The following literature review is part of a series for World Vegan Month. Other essays can be accessed by visiting the essays catalog.
J. Jasper and J. Poulsen. 1995. “Recruiting Strangers and Friends: Moral Shocks and Social Networks in Animal Rights and Anti-Nuclear Protests.” Social Problems 42 (4): 493-512.
Social movement theorists have taken interest in Nonhuman Animal rights activism for a number of reasons, one of them being recruitment. As I discussed in my review of Elizabeth Cherry’s article, most become vegan because they know other vegans in their social network.
But what if a person doesn’t know any other vegans? Moral shocks might do the trick.
For instance, I grew up in a rural Appalachian town where the notion of “animal rights” is about as alien as it could be. At 13, I was watching a cooking show with my mother in which the host was visiting a butcher’s shop with pigs’ heads hanging from the ceiling. Suddenly, it became clear to me where “meat” came from and what it entailed. I went vegetarian on the spot. Soon after, I wrote to PETA and I received literature that contained even more morally shocking information and images. I immediately decided to go vegan the day I moved out of my parents’ house and was in control of my food choices.

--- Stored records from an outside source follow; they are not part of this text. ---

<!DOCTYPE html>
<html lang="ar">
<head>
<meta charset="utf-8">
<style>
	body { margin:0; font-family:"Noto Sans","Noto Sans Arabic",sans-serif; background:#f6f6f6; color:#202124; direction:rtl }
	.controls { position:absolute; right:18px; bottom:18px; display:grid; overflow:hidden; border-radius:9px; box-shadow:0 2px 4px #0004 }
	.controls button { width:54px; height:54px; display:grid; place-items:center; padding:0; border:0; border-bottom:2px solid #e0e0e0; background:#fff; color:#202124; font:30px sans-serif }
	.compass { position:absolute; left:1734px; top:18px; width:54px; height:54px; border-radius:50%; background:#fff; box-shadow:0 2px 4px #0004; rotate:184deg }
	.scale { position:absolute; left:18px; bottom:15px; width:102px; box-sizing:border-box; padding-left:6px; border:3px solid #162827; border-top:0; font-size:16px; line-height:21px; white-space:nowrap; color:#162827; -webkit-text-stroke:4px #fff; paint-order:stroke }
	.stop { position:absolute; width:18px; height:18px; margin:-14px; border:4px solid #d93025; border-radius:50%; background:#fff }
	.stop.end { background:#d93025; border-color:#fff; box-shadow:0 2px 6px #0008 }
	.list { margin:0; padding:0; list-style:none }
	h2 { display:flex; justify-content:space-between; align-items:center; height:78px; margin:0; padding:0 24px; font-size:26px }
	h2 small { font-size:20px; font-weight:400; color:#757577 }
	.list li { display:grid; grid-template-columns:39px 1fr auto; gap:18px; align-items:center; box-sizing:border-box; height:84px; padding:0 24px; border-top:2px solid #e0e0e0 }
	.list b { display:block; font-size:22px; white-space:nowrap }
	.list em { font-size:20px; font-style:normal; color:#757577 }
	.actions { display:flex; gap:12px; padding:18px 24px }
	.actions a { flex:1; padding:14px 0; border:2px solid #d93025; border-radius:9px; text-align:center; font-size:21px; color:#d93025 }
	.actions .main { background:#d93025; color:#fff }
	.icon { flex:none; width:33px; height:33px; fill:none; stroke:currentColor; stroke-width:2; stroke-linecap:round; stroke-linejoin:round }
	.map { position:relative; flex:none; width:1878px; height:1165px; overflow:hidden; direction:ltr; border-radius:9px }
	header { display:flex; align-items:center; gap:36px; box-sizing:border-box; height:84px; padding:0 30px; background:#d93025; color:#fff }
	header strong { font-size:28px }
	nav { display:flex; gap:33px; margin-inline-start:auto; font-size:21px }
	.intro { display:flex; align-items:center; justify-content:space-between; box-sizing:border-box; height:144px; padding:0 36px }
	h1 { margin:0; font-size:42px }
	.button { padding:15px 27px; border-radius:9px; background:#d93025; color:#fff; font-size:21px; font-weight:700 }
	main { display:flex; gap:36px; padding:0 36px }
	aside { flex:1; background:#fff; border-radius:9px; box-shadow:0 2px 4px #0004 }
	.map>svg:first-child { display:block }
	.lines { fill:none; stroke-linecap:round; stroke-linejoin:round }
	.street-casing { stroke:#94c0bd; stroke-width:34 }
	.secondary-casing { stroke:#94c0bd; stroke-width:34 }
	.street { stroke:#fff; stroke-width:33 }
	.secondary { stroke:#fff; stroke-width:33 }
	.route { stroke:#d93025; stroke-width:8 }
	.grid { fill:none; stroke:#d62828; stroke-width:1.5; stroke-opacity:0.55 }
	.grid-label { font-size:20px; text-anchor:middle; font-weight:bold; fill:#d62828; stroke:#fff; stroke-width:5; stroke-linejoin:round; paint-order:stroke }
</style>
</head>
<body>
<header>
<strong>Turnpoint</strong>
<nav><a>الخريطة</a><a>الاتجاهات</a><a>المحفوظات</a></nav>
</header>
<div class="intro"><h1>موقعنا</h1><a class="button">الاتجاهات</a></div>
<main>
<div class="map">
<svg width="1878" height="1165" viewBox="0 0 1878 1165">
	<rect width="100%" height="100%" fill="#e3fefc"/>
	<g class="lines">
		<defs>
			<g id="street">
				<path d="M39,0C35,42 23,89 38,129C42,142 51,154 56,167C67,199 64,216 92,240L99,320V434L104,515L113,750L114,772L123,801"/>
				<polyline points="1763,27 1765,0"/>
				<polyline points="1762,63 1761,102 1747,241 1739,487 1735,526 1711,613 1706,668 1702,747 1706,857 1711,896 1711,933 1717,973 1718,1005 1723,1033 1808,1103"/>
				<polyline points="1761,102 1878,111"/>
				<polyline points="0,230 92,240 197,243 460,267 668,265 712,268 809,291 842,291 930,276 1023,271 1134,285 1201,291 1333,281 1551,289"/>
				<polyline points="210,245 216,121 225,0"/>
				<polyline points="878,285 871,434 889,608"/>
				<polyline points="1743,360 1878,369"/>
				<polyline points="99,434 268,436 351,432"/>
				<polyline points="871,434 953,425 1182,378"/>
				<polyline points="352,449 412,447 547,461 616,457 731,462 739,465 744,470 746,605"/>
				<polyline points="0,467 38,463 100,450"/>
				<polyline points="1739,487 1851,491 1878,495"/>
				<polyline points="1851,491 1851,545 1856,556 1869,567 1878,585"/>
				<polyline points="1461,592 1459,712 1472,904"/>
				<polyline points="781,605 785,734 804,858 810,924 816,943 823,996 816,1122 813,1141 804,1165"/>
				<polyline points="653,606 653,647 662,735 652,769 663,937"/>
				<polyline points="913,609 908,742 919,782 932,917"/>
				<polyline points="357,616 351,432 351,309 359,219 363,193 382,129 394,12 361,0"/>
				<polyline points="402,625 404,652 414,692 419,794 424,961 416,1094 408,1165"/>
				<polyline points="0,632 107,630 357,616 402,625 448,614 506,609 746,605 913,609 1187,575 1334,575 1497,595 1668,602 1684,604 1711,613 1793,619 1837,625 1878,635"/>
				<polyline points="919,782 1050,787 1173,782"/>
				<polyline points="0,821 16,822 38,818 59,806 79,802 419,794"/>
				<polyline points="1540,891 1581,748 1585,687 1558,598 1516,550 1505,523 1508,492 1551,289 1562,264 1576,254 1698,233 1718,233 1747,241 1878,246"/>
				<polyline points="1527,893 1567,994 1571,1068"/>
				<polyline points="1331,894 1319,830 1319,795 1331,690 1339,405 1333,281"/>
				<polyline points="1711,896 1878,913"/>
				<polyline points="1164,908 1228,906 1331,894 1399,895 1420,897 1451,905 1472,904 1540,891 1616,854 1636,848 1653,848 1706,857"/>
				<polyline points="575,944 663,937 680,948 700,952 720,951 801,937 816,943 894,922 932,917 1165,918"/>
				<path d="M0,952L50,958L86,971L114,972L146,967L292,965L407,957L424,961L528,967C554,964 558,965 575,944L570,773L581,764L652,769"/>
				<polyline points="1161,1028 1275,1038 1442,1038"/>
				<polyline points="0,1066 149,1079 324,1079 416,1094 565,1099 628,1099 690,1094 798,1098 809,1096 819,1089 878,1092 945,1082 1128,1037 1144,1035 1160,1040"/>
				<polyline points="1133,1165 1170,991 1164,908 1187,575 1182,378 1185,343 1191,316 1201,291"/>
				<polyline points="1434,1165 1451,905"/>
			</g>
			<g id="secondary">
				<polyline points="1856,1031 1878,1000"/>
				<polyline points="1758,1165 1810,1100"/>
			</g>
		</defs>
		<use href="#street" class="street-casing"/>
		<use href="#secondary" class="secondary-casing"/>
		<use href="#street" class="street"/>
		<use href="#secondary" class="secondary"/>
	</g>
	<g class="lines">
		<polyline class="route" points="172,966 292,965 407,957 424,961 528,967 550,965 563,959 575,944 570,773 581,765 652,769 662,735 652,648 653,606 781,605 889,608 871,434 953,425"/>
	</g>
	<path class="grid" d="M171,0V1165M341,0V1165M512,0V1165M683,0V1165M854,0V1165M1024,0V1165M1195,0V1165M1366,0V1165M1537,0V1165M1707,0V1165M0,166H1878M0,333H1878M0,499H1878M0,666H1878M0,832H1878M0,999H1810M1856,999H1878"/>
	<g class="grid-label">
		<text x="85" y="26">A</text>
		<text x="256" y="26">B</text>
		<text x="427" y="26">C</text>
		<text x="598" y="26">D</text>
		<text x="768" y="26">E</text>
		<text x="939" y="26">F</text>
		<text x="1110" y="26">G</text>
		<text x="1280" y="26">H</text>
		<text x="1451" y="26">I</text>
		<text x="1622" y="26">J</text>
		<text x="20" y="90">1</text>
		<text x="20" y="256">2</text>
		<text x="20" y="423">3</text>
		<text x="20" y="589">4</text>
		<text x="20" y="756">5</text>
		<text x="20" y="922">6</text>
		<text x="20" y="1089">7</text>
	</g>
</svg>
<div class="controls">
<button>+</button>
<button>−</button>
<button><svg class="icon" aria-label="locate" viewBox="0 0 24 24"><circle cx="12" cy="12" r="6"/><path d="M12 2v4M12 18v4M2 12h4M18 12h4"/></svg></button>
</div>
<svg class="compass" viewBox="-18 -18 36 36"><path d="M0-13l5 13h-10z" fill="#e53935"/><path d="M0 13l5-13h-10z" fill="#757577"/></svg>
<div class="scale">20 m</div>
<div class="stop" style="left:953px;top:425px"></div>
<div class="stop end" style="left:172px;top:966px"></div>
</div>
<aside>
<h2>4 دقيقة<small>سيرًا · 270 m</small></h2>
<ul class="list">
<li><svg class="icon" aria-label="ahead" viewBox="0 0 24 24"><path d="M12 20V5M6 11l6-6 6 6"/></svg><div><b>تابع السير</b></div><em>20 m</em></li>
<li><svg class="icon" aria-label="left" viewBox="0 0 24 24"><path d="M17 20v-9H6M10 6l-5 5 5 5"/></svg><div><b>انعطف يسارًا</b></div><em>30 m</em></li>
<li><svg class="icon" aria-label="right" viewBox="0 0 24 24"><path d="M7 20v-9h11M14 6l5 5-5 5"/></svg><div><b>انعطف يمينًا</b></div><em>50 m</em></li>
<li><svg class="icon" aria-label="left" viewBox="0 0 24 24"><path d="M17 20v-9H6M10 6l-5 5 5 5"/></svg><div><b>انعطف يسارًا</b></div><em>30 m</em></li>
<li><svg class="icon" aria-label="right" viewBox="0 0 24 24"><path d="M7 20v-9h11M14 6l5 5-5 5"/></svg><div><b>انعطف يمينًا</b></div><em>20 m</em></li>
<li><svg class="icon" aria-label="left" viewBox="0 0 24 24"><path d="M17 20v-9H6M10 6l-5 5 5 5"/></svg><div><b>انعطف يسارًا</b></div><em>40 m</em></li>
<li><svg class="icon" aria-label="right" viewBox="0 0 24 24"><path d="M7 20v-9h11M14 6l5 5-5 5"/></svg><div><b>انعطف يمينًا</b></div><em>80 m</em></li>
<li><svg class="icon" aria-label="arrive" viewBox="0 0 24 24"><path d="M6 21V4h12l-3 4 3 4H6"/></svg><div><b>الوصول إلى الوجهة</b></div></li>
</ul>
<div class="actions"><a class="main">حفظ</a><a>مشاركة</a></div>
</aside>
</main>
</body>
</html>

For a little girl living in Appalachia with no vegan-positive social networks, moral shocks were able to recruit me. Readers should acknowledge that moral shocks are not as straightforward in their effectiveness as they may appear. I explore the nuances of moral shocks in an article I published with Society & Animals, arguing that moral shocks have limited value in an environment inundated with welfare reform and “happy meat” ideology.